A violência institucional contra a mulher é uma das expressões mais silenciosas e, paradoxalmente, mais devastadoras da desigualdade de gênero. Ela se manifesta não por agressões físicas, mas pela omissão, pela indiferença e pelo desdém de estruturas estatais que deveriam proteger, acolher e garantir o acesso à justiça.
Quando uma mulher vai em busca de auxílio da polícia judiciária, Ministério Público ou o Poder Judiciário e encontra descrédito, burocracia desumana ou julgamentos moralistas, a violência se renova, agora sob o selo do Estado.

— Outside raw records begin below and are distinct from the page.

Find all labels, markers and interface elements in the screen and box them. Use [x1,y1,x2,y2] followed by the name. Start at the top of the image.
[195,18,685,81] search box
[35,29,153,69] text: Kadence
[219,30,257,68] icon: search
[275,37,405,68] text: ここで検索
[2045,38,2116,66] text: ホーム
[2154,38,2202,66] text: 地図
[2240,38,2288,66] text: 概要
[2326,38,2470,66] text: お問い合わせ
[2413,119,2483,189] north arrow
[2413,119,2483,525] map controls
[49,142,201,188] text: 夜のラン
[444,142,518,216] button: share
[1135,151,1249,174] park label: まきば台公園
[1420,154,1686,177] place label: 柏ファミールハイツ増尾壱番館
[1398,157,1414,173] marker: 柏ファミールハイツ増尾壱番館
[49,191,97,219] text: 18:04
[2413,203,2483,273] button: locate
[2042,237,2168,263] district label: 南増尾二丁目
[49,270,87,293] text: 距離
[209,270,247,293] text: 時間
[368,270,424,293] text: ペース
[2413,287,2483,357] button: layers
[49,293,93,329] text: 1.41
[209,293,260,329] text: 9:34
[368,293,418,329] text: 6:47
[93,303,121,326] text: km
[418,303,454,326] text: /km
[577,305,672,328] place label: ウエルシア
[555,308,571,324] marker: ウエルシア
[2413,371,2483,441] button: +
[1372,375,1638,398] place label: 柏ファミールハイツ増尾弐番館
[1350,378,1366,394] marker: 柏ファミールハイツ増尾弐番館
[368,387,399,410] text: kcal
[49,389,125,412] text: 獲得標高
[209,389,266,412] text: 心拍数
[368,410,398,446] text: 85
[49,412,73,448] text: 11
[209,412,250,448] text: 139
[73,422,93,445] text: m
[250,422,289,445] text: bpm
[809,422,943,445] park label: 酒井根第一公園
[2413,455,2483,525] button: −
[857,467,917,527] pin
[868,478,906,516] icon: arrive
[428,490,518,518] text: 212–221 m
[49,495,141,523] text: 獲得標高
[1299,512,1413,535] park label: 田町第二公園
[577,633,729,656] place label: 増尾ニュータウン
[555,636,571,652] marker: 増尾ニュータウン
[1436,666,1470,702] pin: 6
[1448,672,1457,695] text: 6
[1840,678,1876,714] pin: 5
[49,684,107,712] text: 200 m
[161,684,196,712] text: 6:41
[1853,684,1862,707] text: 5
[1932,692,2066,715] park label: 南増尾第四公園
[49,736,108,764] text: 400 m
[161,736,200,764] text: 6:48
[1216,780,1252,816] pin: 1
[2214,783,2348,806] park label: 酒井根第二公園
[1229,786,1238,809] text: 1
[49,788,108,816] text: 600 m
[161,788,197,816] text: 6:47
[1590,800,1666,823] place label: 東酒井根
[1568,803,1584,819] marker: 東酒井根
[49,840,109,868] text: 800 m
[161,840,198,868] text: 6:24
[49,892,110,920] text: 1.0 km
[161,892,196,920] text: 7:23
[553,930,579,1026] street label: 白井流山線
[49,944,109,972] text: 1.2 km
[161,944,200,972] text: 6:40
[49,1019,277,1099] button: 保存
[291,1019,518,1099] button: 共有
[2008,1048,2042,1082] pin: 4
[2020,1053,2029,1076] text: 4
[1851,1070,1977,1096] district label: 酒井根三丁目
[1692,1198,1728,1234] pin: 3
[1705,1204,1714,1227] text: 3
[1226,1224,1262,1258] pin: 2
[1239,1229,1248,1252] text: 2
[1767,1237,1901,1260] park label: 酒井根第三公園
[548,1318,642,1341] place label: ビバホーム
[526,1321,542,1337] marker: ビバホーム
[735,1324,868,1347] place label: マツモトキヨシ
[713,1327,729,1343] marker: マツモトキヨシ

O tratamento negligente, a revitimização e a desqualificação da palavra feminina configuram uma forma sofisticada de violência: aquela legitimada pela inércia institucional. O interrogatório que questiona a conduta da vítima, o despacho que relativiza a gravidade da denúncia, o inquérito que se arrasta por anos, todos esses atos não são simples falhas administrativas, são sintomas de uma estrutura anacrônica que, disfarçada de neutralidade, perpetua a impunidade e o sofrimento.
Nesse sentido, o CNJ, por meio da Recomendação 128/2022, propõe expressamente que os órgãos do Poder Judiciário adotem o Protocolo para Julgamento com Perspectiva de Gênero como instrumento para “colaborar com a implementação das Políticas Nacionais” que visam o enfrentamento da violência contra as mulheres.
O protocolo, por sua vez, reconhece que as desigualdades de gênero e os estereótipos atravessam todos os ramos do direito e que o papel do julgador e da julgadora deve incorporar essa lente crítica para garantir a igual dignidade entre mulheres e homens(STJ).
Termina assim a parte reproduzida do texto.